A Lesson on Being Present

Be Present. You are exactly where you supposed to be. Be where your feet are. Bloom where you are planted.

These phrases are plastered throughout our city, embroidered onto pillows and screen-printed onto $6 greeting cards throughout San Diego. While they may stem from an epicurean spirit, my soul appreciates these rare reminders that actually square with biblical realities even if their sources or spirit don’t. As a chronic over-thinker of the past and a fearful future-caster, I’ll take any help I can get to stay in the present.

That being said, a Christian’s ability to be present requires a right understanding of the past and a right vision for the future. This is where the cute murals and my morals part ways. Our ability to stay present isn’t rooted in a dissociation from history or vague visions for a future we manifest. Our ability to live in the present relies solely on what we have learned of God from the past and what He has secured for our future. That’s why God’s ancient people were commanded to look back and build strange stone memorials. God needed them to remember whom He revealed Himself to be in their past. He also gave His people future promises, specifically of a coming Messiah, to enable them to live through often painful presents.

As believers on the other side of the Cross of Christ, we anchor our ability to be present in the past of Christ’s First Coming and the future of His Second Coming. Suspended as we are between two such sure anchors, we can learn to live in the tension of the present. Tightrope walkers need long balancing poles as they practice to walk on such a thin wire; Christ’s two comings become not only the anchors which hold the present in place, but also the long rod which help us stay standing on such a thin sliver of time and space.

If only I could live this reality consistently. I tend to find myself careening towards the net or cowering in fear rather than standing courageously in the tension filled with trust.

These years with older teens in some ways force you into the future, as wise planning for tomorrow starts today. If I am honest, my soul has been fraught with fear for the future: How will we afford college? Where will these boys end up? What steps have we accidentally skipped? How many deadlines did we miss? What needs to happen next? My mind paces through these puzzles as my head lies on my pillow. As my mind paces, my heart races. The Lord has been using a portion from a poem from the past to help me stay present with Him and in Him.

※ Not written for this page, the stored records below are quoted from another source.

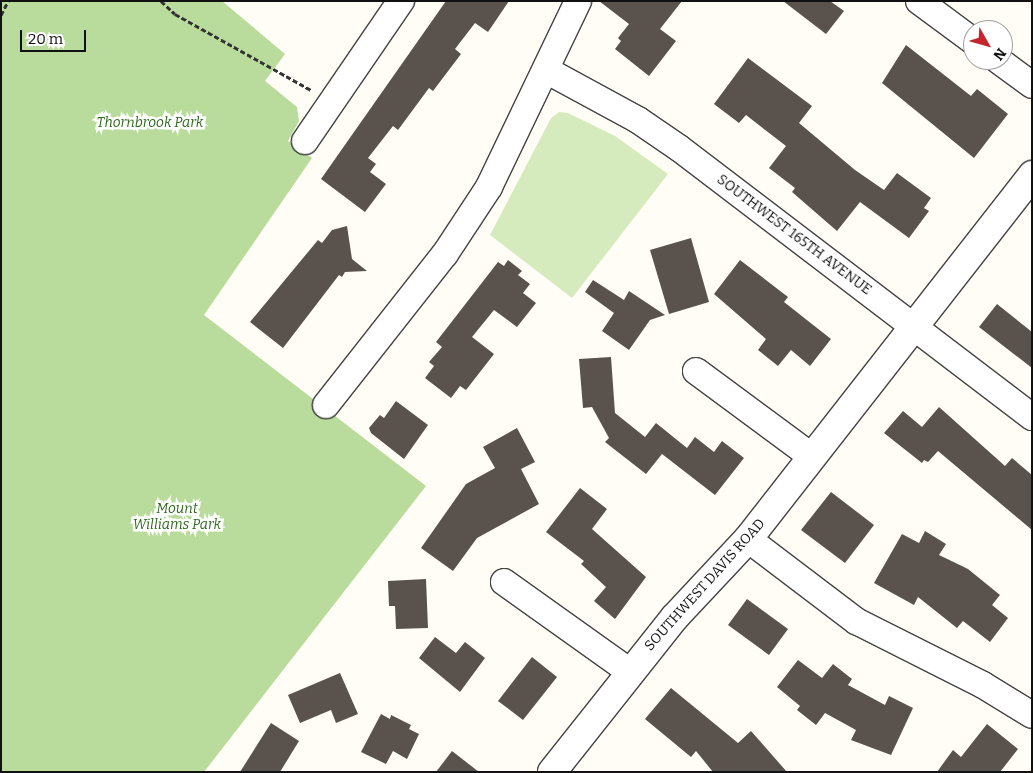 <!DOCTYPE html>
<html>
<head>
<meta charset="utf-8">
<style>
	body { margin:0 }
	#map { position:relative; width:1033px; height:773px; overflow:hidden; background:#fffdf5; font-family:Bitter,serif }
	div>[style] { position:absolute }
	.green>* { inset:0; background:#d5ebbd }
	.forest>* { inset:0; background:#b9dc9c }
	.building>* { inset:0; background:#5a524d }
	.path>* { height:3px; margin-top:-1.5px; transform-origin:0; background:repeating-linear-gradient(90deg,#333 0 5px,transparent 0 7.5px) }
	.roads { filter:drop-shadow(1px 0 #444) drop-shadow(-1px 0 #444) drop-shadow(0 1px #444) drop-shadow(0 -1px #444) }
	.minor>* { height:26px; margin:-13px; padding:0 13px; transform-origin:13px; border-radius:13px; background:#fff }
	.tertiary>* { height:28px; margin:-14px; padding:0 14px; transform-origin:14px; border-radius:14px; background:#fff }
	span { translate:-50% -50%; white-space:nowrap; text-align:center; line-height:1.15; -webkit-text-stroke:5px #fff; paint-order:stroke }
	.park-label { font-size:14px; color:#2f6b1f; font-style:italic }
	.street-label { font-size:14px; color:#111 }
	.frame { position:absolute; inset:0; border:2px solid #111; pointer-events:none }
	.north { position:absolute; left:963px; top:20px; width:50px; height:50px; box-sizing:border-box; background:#fff; border:1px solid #a0a0a0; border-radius:50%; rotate:128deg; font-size:14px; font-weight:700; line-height:20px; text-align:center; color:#111 }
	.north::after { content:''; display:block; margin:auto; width:18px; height:22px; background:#c4262e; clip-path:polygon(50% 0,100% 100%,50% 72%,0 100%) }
	.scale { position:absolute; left:20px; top:30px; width:66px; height:22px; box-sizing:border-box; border:2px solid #111; border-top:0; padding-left:6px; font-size:15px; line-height:18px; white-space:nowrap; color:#111; -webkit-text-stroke:4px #fff; paint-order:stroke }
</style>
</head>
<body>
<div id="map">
	<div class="green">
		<i style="clip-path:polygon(559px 112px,568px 113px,615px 136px,668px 174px,572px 298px,490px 235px,551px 118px)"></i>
	</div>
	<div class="forest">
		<i style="clip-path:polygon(1px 1px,222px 1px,285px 54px,265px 81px,297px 107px,299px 121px,288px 141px,312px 158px,204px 315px,426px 486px,204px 772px,1px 772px)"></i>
	</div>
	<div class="building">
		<i style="clip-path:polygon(446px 1px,509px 1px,488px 32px,475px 23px,455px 49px,461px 54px,433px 91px,429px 88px,398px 130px,393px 126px,368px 158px,376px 164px,370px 172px,386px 184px,365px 212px,321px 179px)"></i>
		<i style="clip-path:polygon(599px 1px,682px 1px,660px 29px,676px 41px,649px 76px,615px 49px,621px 41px,618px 38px,629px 24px)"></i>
		<i style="clip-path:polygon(783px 1px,830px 1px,844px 11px,826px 34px)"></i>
		<i style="clip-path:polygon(906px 45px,971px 96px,977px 89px,1008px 114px,974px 158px,882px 83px)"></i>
		<i style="clip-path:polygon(748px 58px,812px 106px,799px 123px,855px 170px,884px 190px,897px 173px,931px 198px,924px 208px,929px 211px,909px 238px,860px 202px,837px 231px,792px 192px,795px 188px,769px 168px,786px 146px,746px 115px,739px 123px,714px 104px)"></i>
		<i style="clip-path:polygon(347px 226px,352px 259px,367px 271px,345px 272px,342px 277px,339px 275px,283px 348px,250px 322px,318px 240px,322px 243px,332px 230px)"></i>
		<i style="clip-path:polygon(691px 238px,709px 302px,669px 314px,650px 250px)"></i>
		<i style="clip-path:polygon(508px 260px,522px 271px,518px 275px,530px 284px,523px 293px,536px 303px,517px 327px,494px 310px,472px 337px,494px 354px,466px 390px,460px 386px,451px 398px,425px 378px,434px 366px,429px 362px,442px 347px,436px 342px,498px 262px,504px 266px)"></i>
		<i style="clip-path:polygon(740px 260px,788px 297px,784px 302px,831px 339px,810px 366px,791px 350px,778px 366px,758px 350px,766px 339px,714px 294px)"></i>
		<i style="clip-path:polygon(593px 280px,624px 300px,629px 291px,665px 315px,650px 320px,629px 350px,602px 331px,614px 313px,585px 292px)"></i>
		<i style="clip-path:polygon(997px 304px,1032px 332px,1032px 368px,979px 327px)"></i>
		<i style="clip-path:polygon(611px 357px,615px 413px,645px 437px,656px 423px,687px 448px,695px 437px,714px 452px,722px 441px,744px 458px,715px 495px,662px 454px,646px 474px,605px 442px,609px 438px,592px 407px,583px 408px,579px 359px)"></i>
		<i style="clip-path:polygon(396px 401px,428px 425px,404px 459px,371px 433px,369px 428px,380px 415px,384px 418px)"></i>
		<i style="clip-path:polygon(939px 407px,1005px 466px,1012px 458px,1032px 475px,1032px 530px,938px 451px,928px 462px,924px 460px,922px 463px,884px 433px,903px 411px,922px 427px)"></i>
		<i style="clip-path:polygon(517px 428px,535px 462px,521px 469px,539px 504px,477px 538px,453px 571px,421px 548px,466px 484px,495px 468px,483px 447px)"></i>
		<i style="clip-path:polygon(580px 488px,607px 509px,592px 529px,646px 577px,615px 619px,594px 601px,606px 587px,581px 564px,584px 561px,546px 532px)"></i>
		<i style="clip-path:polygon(831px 492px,874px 525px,845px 563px,801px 530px)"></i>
		<i style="clip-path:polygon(925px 531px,946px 544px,939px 555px,968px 569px,1000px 595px,992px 605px,1008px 618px,990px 642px,963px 621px,957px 628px,918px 597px,914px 605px,874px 583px,902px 534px,919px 543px)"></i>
		<i style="clip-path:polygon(426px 579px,428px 628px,396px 629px,395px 606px,389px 606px,388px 581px)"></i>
		<i style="clip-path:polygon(747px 599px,788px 629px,769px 655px,728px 625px)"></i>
		<i style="clip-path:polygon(435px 637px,456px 653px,465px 642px,485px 658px,460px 692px,419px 658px)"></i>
		<i style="clip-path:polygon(532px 657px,557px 677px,523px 720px,498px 701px)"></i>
		<i style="clip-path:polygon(798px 660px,822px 678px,833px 664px,852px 679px,848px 685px,885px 705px,889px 696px,913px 708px,891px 755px,851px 740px,856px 730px,825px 713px,816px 725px,797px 710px,800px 706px,777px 687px)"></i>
		<i style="clip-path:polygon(340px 673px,358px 714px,336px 723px,331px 710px,300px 723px,288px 695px)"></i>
		<i style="clip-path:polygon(671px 688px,738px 743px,751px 731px,787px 772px,713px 772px,696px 751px,691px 757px,645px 719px)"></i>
		<i style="clip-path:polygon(381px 714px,390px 719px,391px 715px,411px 725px,409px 729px,419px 734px,407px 759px,393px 751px,386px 764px,361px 752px)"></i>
		<i style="clip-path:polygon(271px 723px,299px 741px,280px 772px,240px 772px)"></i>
		<i style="clip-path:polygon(987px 724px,1018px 749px,1000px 772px,937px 772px,953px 750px,961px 757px)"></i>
		<i style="clip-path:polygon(452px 751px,479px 772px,436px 772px)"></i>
	</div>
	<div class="path">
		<i style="left:161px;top:1px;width:19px;rotate:43deg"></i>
		<i style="left:175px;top:14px;width:156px;rotate:29.2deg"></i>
		<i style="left:1px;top:15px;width:16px;rotate:-63deg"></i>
	</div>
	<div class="roads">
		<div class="minor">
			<i style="left:919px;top:1px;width:67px;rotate:36.5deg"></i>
			<i style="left:998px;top:60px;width:42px;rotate:36.3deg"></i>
			<i style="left:546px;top:70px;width:105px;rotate:28.5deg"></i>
			<i style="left:638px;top:120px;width:50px;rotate:34.3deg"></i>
			<i style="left:679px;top:148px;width:444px;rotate:37.3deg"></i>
			<i style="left:305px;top:141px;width:170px;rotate:-55.6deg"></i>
			<i style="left:696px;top:371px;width:143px;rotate:36.5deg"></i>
			<i style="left:326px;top:405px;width:192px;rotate:-51.8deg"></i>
			<i style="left:445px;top:254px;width:80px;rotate:-56.7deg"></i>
			<i style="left:489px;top:187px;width:206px;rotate:-64.4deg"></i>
			<i style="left:748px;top:539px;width:136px;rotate:37.2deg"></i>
			<i style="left:856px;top:621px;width:142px;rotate:26.7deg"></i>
			<i style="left:983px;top:685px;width:57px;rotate:31.5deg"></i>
			<i style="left:504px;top:582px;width:155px;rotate:35.5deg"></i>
		</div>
		<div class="tertiary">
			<i style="left:552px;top:772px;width:198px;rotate:-51.6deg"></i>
			<i style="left:675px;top:617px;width:107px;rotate:-46.9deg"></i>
			<i style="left:748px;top:539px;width:462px;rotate:-52deg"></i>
		</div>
	</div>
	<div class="park-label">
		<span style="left:150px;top:123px">Thornbrook Park</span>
		<span style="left:177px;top:517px">Mount<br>Williams Park</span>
	</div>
	<div class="street-label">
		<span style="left:794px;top:235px;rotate:37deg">SOUTHWEST 165TH AVENUE</span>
		<span style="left:705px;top:585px;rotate:-48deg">SOUTHWEST DAVIS ROAD</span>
	</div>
	<div class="frame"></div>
	<div class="north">N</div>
	<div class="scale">20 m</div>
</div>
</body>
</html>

A Poem Helping Me Stay Present

In his poem “The Discharge,” Herbert plays on the legal idea of being discharged from a duty– in this case, the duty of inquiring into an unknown-to-us but well-known-to-God future. In the first few stanzas, he draws the imagery of a believer signing over his or life to God: “And well if was for thee, when this befell, / That God did make / Thy business his, and in thy life partake: / For thou canst tell, / If it be his once, all is well.”

He continues, “Man and the present fit: if he provide, / He breaks the square./ This hour is mine: if for the next I care, / I grow too wide, / and do encroach upon death’s side.”

He ends with the following stanza: “Either grief will not come, or it if must, / Do not forecast. / And while it cometh, it is almost past. / Away distrust; / My God hath promis’d, he is just.”

“Man and the present fit.” Jesus sought to teach his disciples this reality in the Sermon on the Mount when He reminded them that worrying doesn’t add a day to their lives. Besides, they need not worry like the world when they had a Father who loved to provide and had their days written in His book before one of them came to be (Matthew 6: 25–34; Psalm 139: 16). God’s people need not be filled with care for the future because He is so full of care for them (Psalm 139: 17–18). “This hour is mine,” but my days are all His (Psalm 31:15).

I love how Amy Carmichael captured this reality: “We hardly see one inch of the narrow lane of time. To our God, eternity lies open as a meadow.” While I experience the present narrowly and nervously, all of time is laid out before Him entirely. He is already in the future. He will meet me there even as He is with me here. So, yes, I am exactly where I need to be–near Him who changes not as He governs every change I experience. But that doesn’t fit as neatly on a pillow as “Be present,” does it?